Instructions to follow: Omit the images and output every line of the data below exactly.

-- Opening Marker --

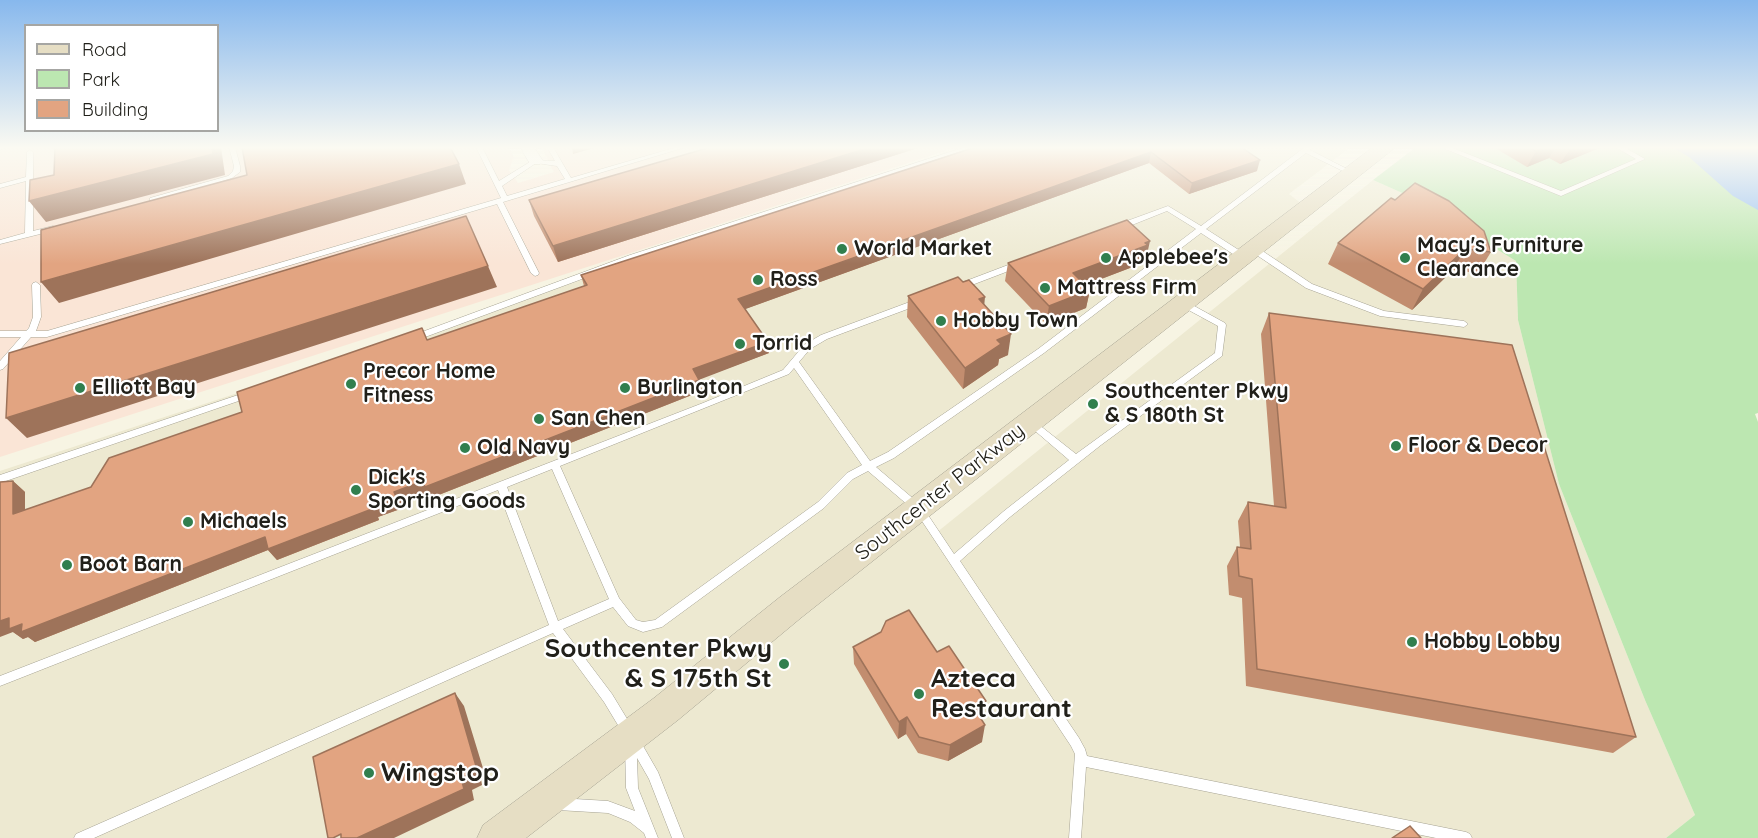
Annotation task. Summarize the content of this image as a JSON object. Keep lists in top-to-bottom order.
{
  "streets": {
    "main road": ["Southcenter Parkway"]
  },
  "places": [
    "World Market",
    "Applebee's",
    "Macy's Furniture Clearance",
    "Ross",
    "Mattress Firm",
    "Hobby Town",
    "Torrid",
    "Precor Home Fitness",
    "Elliott Bay",
    "Burlington",
    "Southcenter Pkwy & S 180th St",
    "San Chen",
    "Floor & Decor",
    "Old Navy",
    "Dick's Sporting Goods",
    "Michaels",
    "Boot Barn",
    "Hobby Lobby",
    "Southcenter Pkwy & S 175th St",
    "Azteca Restaurant",
    "Wingstop"
  ],
  "legend": ["Road", "Park", "Building"]
}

-- Closing Marker --

Your solution:
Annotation task. Summarize the content of this image as a JSON object. Keep lists in top-to-bottom order.
{
  "streets": {
    "main road": ["Southcenter Parkway"]
  },
  "places": [
    "World Market",
    "Applebee's",
    "Macy's Furniture Clearance",
    "Ross",
    "Mattress Firm",
    "Hobby Town",
    "Torrid",
    "Precor Home Fitness",
    "Elliott Bay",
    "Burlington",
    "Southcenter Pkwy & S 180th St",
    "San Chen",
    "Floor & Decor",
    "Old Navy",
    "Dick's Sporting Goods",
    "Michaels",
    "Boot Barn",
    "Hobby Lobby",
    "Southcenter Pkwy & S 175th St",
    "Azteca Restaurant",
    "Wingstop"
  ],
  "legend": ["Road", "Park", "Building"]
}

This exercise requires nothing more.